Below is an interview of the CEO of a company that’s advancing a high-grade zinc-copper project in Saskatchewan. It also has a very interesting Nickel-Copper-Cobalt project in Quebec. This is a Guest Post by Dr. Allen Alper of Metalsnews.com. I have no prior or existing relationship with any company or person mentioned.
Murchison Minerals Ltd (CSE: MUR): Advancing High-Grade Zinc Project; Interview with Kent Pearson, President and CEO
By Dr. Allen Alper, PhD Economic Geology and Petrology, Columbia University, NYC, USA
Murchison Minerals Ltd. (CSE: MUR), a Canadian based exploration company with a diversified portfolio of properties, including the Brabant-McKenzie Zinc-Copper deposit in north-central Saskatchewan and the HPM Nickel/Copper/Cobalt project in Quebec.
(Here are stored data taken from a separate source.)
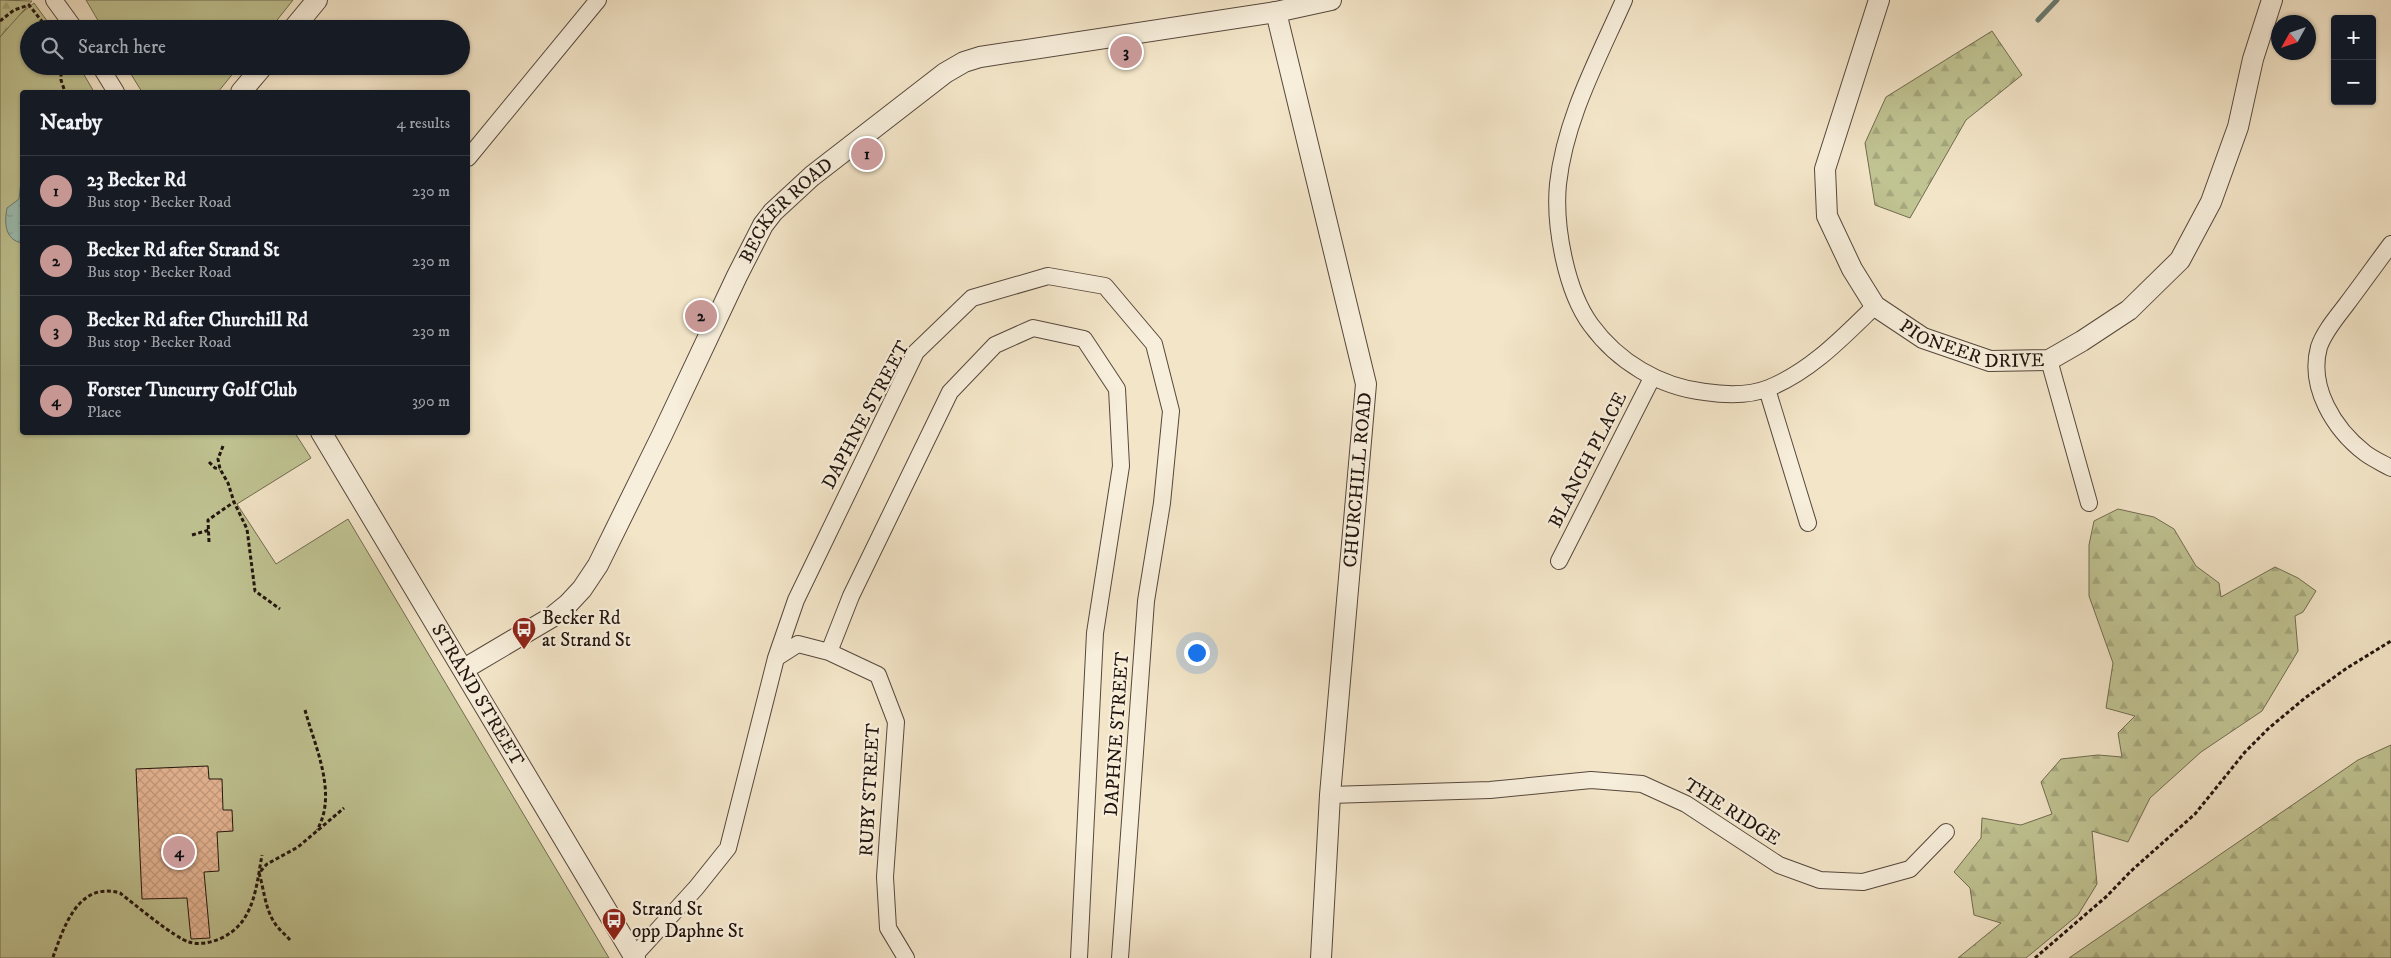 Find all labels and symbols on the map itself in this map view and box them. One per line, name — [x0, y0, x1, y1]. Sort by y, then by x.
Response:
north arrow — [2271, 15, 2316, 60]
pin: 3 — [1110, 33, 1142, 71]
pin: 1 — [851, 135, 883, 173]
street label: BECKER ROAD — [734, 153, 837, 267]
pin: 2 — [685, 297, 717, 335]
street label: PIONEER DRIVE — [1895, 314, 2045, 373]
street label: DAPHNE STREET — [817, 336, 915, 493]
street label: BLANCH PLACE — [1544, 388, 1632, 532]
street label: CHURCHILL ROAD — [1339, 391, 1377, 569]
place label: Becker Rd at Strand St — [542, 607, 631, 652]
bus stop icon: Becker Rd at Strand St — [511, 616, 537, 650]
street label: STRAND STREET — [427, 620, 529, 770]
your location — [1184, 640, 1210, 666]
street label: DAPHNE STREET — [1100, 651, 1134, 817]
street label: RUBY STREET — [855, 722, 885, 857]
street label: THE RIDGE — [1680, 773, 1784, 851]
pin: 4 — [163, 833, 195, 871]
place label: Strand St opp Daphne St — [632, 898, 744, 943]
bus stop icon: Strand St opp Daphne St — [601, 907, 627, 941]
Murchison also holds gold claims in the Pickle Lake area of northwestern Ontario. We learned from Kent Pearson, President and CEO of Murchison Minerals, they are currently active at the Brabant-McKenzie project and recently completed a 5,600 metre drilling program on the current deposit. They also completed a followup geophysics program on recently identified targets. The goal of the drilling was to test the extent of the deposit and add tonnage. They expect to see the results by late April-early May. Mr. Pearson believes there is substantially more upside on this project than the market realizes.
Dr. Allen Alper: This is Dr. Allen Alper, Editor-in-Chief of Metals News, interviewing Kent Pearson, President and CEO of Murchison Minerals. Could you give our readers/investors an overview of your company?
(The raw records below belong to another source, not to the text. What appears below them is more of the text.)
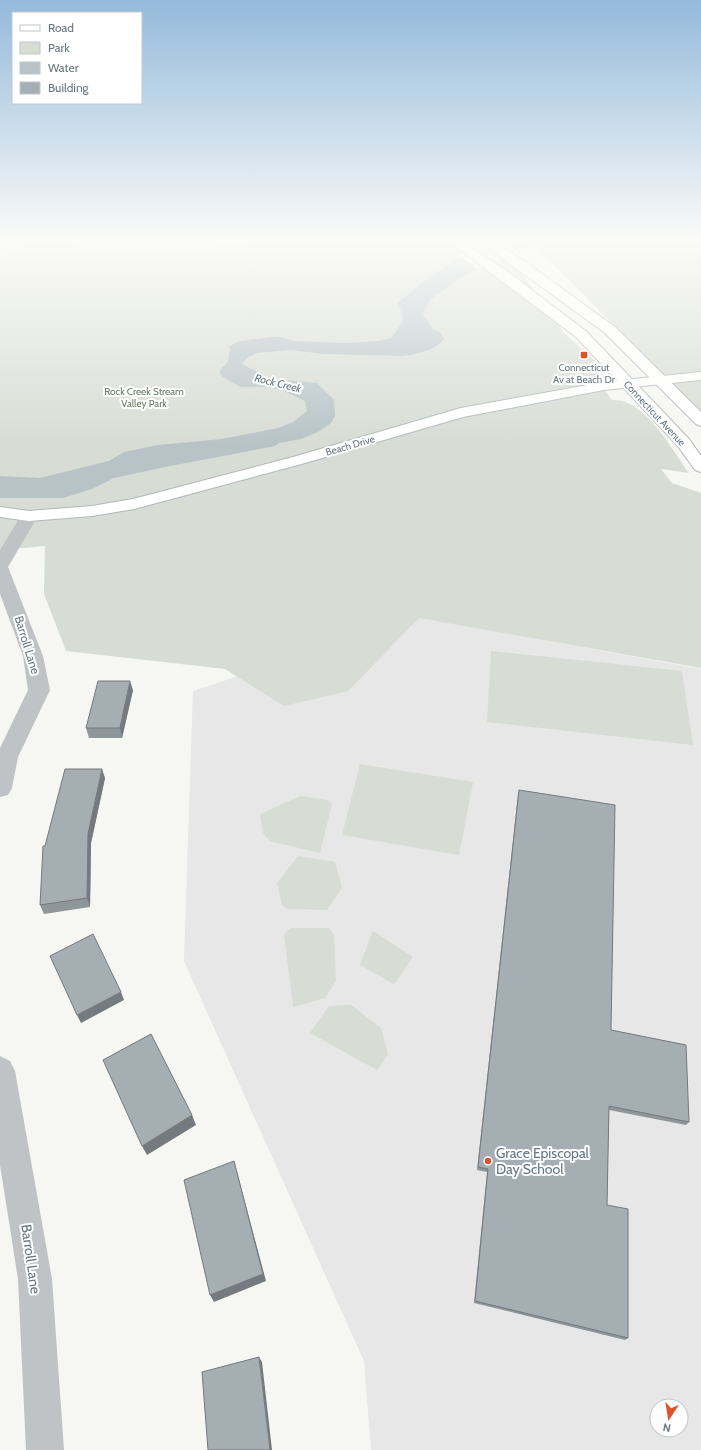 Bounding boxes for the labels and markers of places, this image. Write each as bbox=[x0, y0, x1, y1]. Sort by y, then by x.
marker: Connecticut Av at Beach Dr bbox=[579, 350, 589, 360]
place label: Connecticut Av at Beach Dr bbox=[553, 361, 616, 386]
place label: Grace Episcopal Day School bbox=[496, 1144, 590, 1178]
marker: Grace Episcopal Day School bbox=[483, 1156, 493, 1166] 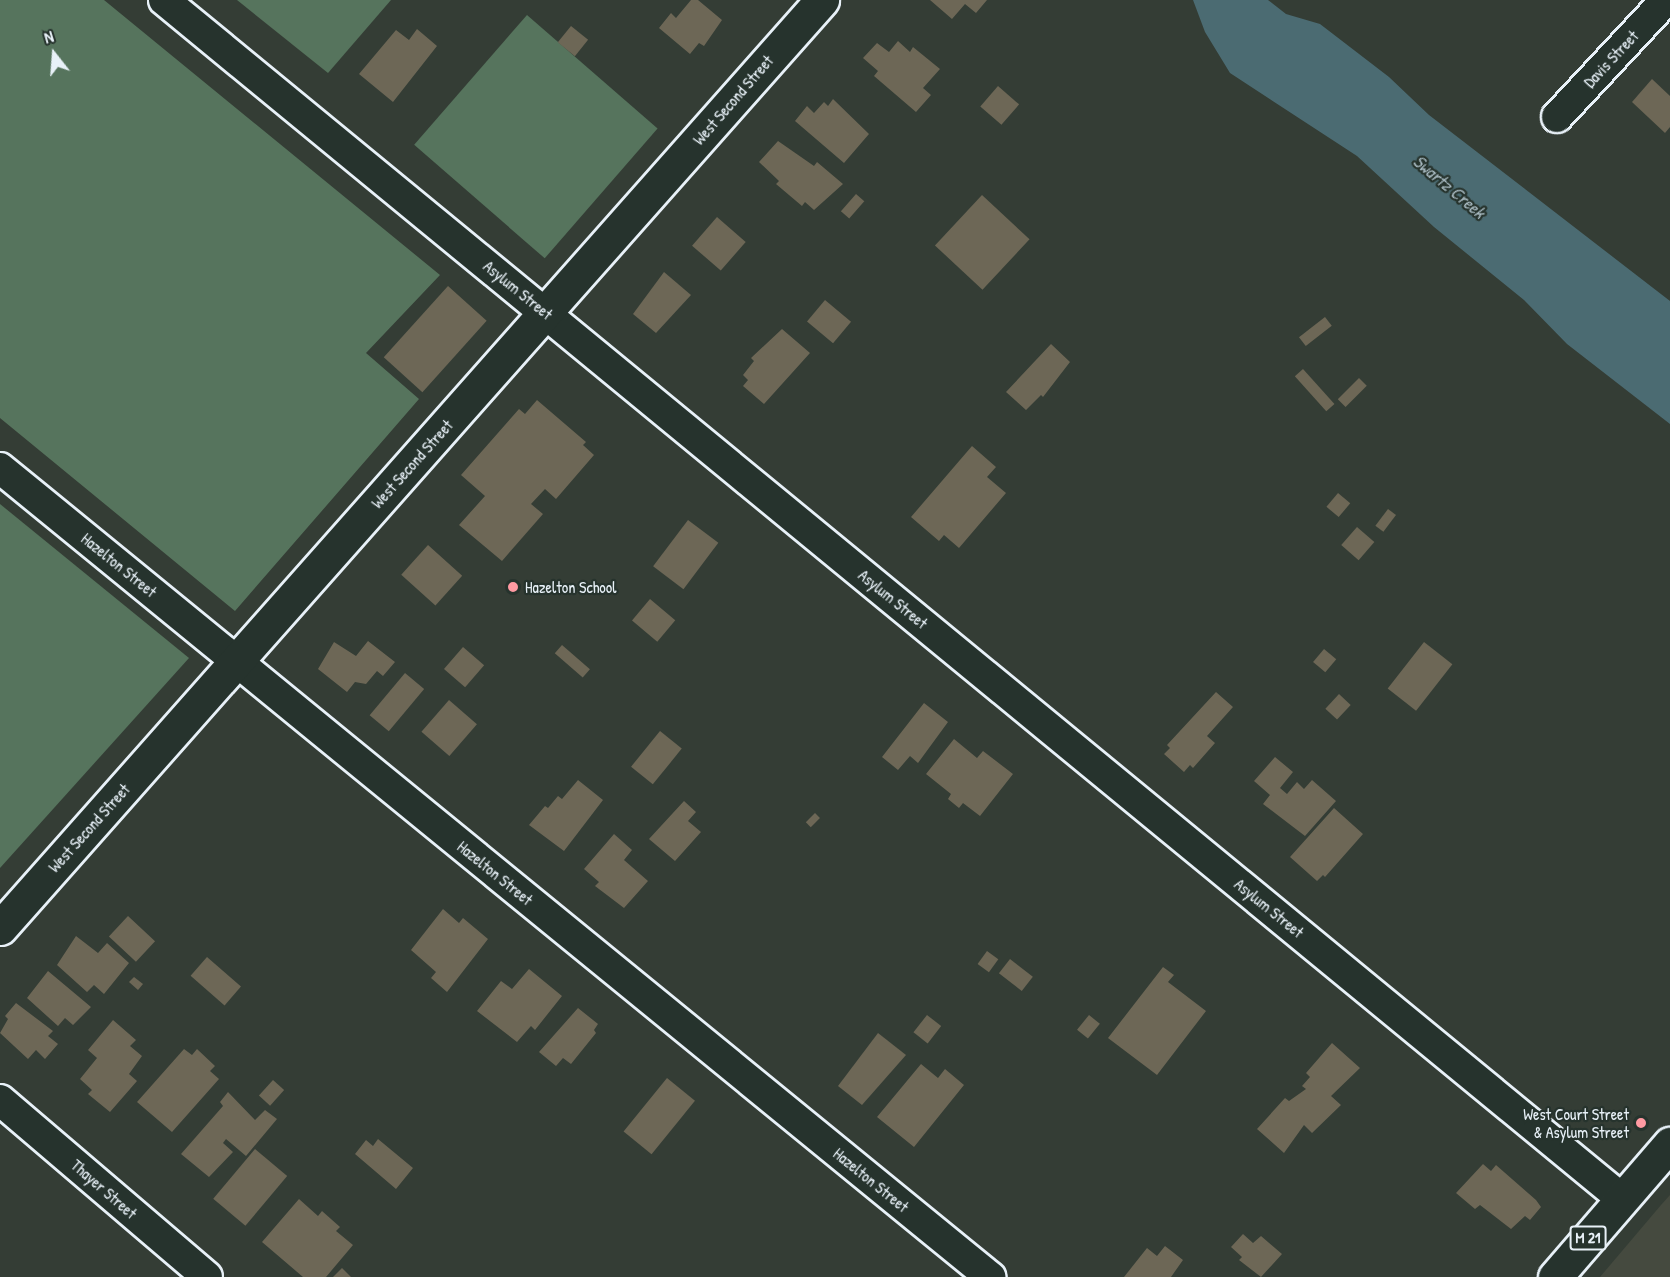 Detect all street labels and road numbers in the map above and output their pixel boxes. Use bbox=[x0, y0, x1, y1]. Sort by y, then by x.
street label: Davis Street bbox=[1580, 27, 1642, 91]
street label: West Second Street bbox=[689, 51, 777, 149]
street label: Asylum Street bbox=[480, 256, 556, 324]
street label: West Second Street bbox=[367, 416, 457, 512]
street label: Hazelton Street bbox=[77, 529, 161, 601]
street label: Asylum Street bbox=[855, 565, 931, 633]
street label: West Second Street bbox=[44, 780, 134, 876]
street label: Hazelton Street bbox=[453, 837, 537, 909]
street label: Asylum Street bbox=[1231, 874, 1307, 942]
street label: Hazelton Street bbox=[829, 1144, 913, 1216]
street label: Thayer Street bbox=[67, 1155, 141, 1223]
road number: M 21 bbox=[1568, 1226, 1608, 1250]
Kent Pearson: Murchison Minerals is listed on the Canadian Securities Exchange under the symbol MUR. The company was formed through the merger (RTO) of Manicouagan Minerals Inc. and Flemish Gold Corp., a private exploration company. We are focused in Canada and our two main projects are in Saskatchewan and Quebec. Specifically, our current focus is on our Saskatchewan project, the Brabant-McKenzie zinc-copper VMS deposit. We completed our drilling program late March and are waiting for results. We also completed a follow up ground geophysics on targets we identified, using a deep-penetrating, geophysics system called HeliSAM and are currently having the data interpreted. We should have results from this program back to us in early May.
The deposit currently has a 43-101 resource outlining an indicated 1.5 million tons grading 9.2% zinc, 0.8% copper and an ounce of silver, and another 3.0 million tons in the inferred category, grading 5.6% zinc, 0.6% copper, and half an ounce of silver.
The company has been working to move this project forward since late 2014. I got involved, on a consulting basis, in the spring of 2015. Over the course of six months from the beginning with my involvement, we conducted a desktop study which involved a full compilation of almost 60 years of technical information on the project.
The deposit was initially discovered in 1956 by a Lawrence McKenzie, a local prospector. Since the initial discovery, the project has undergone a series of sporadic drilling campaigns. The first round occurred in the late 1950s until the mid-1960s and involved a junior company and Rio Tinto.
From the mid-1960’s until 1988 the project sat dormant when another junior, Samson Resources, completed an 18 hole drill program. Samson went bankrupt after that program, as we understand it, and the project fell into the hands of the drilling contractor, Boart Longyear as payment. Boart Longyear optioned it to Phelps Dodge in 1993 who then completed a 12 hole drill program both on the deposit and regionally. Phelps Dodge also completed some initial metallurgical work, the results of which demonstrated the viability of the deposit to produce a commercial grade zinc concentrate. Because their sample sizes where small, Phelps Dodge concluded more sample testing was needed to determine the viability of a copper and lead concentrate.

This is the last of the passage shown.